» **SUPPLIED MATERIAL**
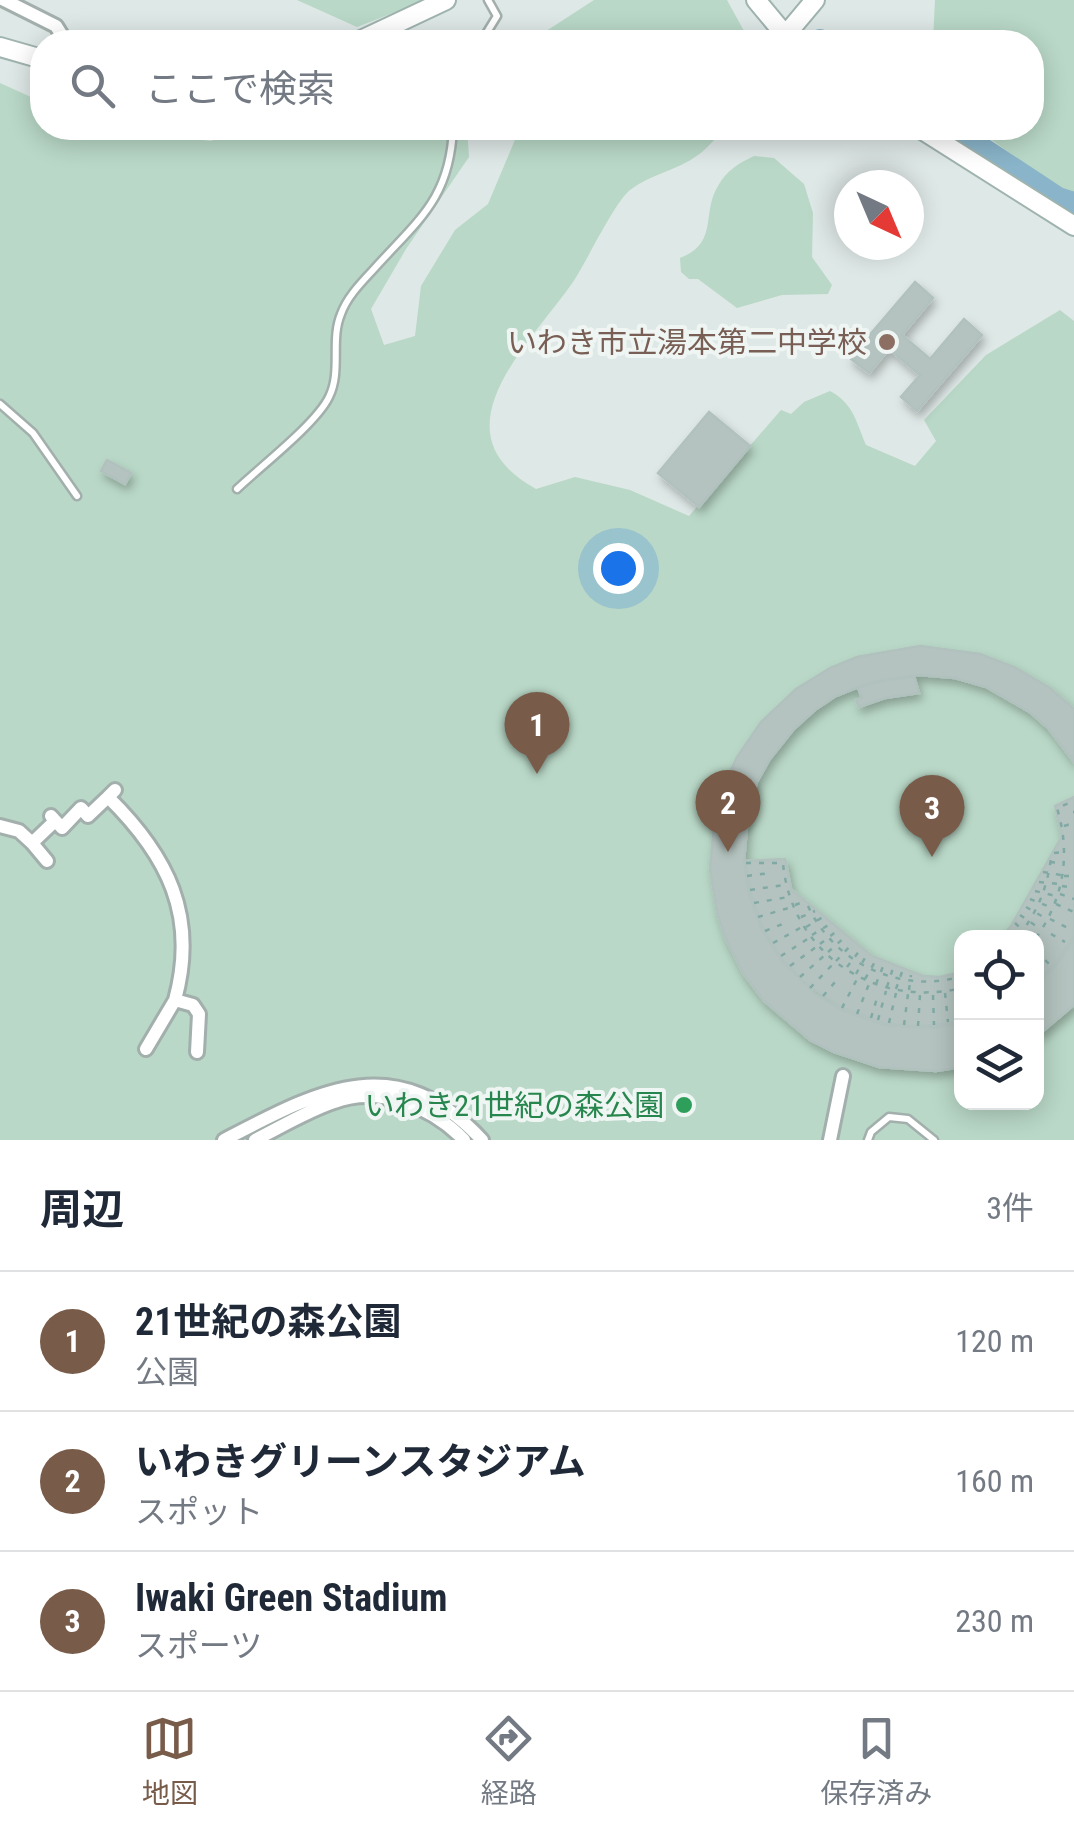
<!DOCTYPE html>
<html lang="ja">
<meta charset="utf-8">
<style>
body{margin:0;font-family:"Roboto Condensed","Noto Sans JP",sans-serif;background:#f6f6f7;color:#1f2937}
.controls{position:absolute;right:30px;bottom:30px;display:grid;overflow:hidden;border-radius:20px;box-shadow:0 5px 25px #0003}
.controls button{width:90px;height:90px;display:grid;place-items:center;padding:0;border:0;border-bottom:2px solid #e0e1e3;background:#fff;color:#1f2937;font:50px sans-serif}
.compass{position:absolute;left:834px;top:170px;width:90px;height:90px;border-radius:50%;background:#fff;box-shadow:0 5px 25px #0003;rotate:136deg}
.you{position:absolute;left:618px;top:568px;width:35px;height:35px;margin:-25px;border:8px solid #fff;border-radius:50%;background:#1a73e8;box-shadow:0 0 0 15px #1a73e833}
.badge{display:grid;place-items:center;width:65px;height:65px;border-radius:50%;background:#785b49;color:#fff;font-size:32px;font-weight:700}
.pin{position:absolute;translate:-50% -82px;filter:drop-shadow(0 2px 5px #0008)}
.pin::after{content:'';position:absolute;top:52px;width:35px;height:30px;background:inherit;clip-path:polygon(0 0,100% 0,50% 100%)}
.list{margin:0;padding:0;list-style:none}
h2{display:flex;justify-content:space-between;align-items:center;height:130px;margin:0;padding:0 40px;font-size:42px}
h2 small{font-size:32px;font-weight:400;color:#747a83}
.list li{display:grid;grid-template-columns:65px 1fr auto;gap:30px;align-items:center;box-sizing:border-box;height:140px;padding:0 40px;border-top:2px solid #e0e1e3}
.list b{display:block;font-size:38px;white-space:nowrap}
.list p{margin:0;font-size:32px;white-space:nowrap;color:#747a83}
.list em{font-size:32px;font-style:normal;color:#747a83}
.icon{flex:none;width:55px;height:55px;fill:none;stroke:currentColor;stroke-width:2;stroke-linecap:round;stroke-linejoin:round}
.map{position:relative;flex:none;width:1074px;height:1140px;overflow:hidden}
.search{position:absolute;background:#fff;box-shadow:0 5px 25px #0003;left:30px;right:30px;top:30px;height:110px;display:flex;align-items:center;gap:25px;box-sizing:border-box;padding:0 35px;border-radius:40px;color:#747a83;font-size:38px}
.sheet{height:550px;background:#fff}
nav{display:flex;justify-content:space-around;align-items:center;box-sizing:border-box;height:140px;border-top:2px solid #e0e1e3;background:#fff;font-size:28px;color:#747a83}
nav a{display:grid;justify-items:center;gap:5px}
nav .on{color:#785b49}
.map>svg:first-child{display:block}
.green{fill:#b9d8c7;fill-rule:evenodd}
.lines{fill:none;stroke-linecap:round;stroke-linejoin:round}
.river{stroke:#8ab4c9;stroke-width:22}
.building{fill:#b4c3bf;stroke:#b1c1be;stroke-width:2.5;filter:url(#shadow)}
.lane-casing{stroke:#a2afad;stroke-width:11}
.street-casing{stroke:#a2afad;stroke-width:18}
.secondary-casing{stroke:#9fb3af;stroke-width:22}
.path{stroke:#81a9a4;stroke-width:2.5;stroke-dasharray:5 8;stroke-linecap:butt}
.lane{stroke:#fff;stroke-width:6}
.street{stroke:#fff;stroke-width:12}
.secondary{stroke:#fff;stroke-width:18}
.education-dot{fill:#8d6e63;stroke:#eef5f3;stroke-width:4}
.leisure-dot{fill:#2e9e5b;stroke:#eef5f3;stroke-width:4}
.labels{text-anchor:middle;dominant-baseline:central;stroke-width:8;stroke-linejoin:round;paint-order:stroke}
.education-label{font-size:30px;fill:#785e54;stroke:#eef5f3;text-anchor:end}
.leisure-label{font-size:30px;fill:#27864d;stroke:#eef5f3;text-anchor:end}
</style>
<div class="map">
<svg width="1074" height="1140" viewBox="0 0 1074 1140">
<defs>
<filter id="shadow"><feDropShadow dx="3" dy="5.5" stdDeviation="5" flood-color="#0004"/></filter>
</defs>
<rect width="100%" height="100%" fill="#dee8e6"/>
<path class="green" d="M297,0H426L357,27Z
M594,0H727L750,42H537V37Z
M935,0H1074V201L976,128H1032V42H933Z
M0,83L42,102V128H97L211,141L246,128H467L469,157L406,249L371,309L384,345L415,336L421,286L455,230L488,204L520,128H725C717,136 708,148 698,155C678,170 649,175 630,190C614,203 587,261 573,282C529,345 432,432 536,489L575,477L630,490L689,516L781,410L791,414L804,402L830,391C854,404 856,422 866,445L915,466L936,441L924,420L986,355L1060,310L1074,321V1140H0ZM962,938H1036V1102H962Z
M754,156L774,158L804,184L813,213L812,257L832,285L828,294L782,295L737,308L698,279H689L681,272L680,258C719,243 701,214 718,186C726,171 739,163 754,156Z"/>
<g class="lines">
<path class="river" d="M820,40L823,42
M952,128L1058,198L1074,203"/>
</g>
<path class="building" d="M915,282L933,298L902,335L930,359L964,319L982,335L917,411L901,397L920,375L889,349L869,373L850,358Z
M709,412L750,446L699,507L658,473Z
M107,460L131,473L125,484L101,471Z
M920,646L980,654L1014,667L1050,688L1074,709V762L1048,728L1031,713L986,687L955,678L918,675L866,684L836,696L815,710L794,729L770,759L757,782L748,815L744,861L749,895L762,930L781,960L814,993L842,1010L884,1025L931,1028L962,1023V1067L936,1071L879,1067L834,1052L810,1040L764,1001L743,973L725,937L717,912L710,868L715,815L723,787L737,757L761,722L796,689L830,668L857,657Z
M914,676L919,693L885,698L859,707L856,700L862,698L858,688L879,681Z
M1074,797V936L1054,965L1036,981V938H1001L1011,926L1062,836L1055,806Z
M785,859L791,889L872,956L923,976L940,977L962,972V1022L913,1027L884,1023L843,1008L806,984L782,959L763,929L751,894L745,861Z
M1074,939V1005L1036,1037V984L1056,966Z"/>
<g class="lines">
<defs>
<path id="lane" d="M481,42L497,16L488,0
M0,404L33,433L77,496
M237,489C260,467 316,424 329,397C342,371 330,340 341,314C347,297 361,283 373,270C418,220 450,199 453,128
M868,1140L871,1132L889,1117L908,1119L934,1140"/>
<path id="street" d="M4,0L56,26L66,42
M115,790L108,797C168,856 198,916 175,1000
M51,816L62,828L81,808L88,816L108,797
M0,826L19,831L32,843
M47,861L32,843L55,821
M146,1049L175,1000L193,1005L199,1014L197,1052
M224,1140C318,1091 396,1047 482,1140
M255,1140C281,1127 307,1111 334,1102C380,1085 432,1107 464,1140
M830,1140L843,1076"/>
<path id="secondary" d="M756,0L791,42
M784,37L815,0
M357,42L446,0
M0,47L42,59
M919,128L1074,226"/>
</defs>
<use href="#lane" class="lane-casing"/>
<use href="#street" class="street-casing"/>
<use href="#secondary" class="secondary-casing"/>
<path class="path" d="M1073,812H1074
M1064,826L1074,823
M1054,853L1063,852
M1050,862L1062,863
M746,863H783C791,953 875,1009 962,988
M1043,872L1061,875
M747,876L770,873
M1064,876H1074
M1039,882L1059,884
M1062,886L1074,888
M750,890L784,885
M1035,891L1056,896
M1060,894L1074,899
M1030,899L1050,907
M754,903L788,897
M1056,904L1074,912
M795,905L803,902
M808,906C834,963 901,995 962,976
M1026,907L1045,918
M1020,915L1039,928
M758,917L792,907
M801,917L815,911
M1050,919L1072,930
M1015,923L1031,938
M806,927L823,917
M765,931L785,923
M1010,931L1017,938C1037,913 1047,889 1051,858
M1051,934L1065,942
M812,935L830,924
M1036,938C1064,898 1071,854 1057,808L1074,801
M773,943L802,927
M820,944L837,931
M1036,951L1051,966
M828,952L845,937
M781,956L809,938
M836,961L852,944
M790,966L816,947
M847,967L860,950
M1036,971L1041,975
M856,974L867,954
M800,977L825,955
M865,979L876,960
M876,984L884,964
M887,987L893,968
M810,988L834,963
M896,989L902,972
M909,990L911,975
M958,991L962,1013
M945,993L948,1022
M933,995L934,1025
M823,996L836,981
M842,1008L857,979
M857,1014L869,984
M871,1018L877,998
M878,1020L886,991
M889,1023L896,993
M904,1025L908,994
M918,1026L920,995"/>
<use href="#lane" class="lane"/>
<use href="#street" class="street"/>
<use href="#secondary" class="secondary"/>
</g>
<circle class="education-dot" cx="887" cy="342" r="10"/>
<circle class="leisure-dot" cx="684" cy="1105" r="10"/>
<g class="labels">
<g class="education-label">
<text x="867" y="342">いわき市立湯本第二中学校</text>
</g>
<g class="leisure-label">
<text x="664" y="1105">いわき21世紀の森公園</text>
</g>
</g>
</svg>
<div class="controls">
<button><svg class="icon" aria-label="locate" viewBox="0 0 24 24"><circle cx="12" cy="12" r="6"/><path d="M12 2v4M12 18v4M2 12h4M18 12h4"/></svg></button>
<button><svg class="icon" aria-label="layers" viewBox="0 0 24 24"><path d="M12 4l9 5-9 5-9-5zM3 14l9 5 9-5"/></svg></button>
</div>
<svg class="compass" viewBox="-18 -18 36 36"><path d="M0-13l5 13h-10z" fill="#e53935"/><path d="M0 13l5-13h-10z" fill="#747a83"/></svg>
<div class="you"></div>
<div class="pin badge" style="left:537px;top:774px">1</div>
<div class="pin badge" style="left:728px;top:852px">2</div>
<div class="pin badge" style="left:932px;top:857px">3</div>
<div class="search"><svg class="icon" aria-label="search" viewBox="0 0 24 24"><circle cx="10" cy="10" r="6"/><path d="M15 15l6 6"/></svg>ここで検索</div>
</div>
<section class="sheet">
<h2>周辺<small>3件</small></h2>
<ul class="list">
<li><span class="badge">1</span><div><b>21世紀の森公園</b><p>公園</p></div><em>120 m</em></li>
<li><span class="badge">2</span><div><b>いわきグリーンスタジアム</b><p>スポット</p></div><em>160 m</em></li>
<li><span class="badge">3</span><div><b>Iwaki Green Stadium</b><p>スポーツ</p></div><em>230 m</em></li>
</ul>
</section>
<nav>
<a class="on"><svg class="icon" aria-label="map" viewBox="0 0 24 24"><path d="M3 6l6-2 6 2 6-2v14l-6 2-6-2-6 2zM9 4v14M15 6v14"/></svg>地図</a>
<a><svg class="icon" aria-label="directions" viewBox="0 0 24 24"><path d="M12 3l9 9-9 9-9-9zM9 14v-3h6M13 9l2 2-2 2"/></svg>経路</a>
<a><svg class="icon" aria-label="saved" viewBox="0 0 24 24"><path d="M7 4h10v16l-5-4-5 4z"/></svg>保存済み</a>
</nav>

» **TASK BRIEF**
Take every line from the records above that has the word "filter" and copy it.

» **WRITTEN ANSWER**
.pin{position:absolute;translate:-50% -82px;filter:drop-shadow(0 2px 5px #0008)}
.building{fill:#b4c3bf;stroke:#b1c1be;stroke-width:2.5;filter:url(#shadow)}
<filter id="shadow"><feDropShadow dx="3" dy="5.5" stdDeviation="5" flood-color="#0004"/></filter>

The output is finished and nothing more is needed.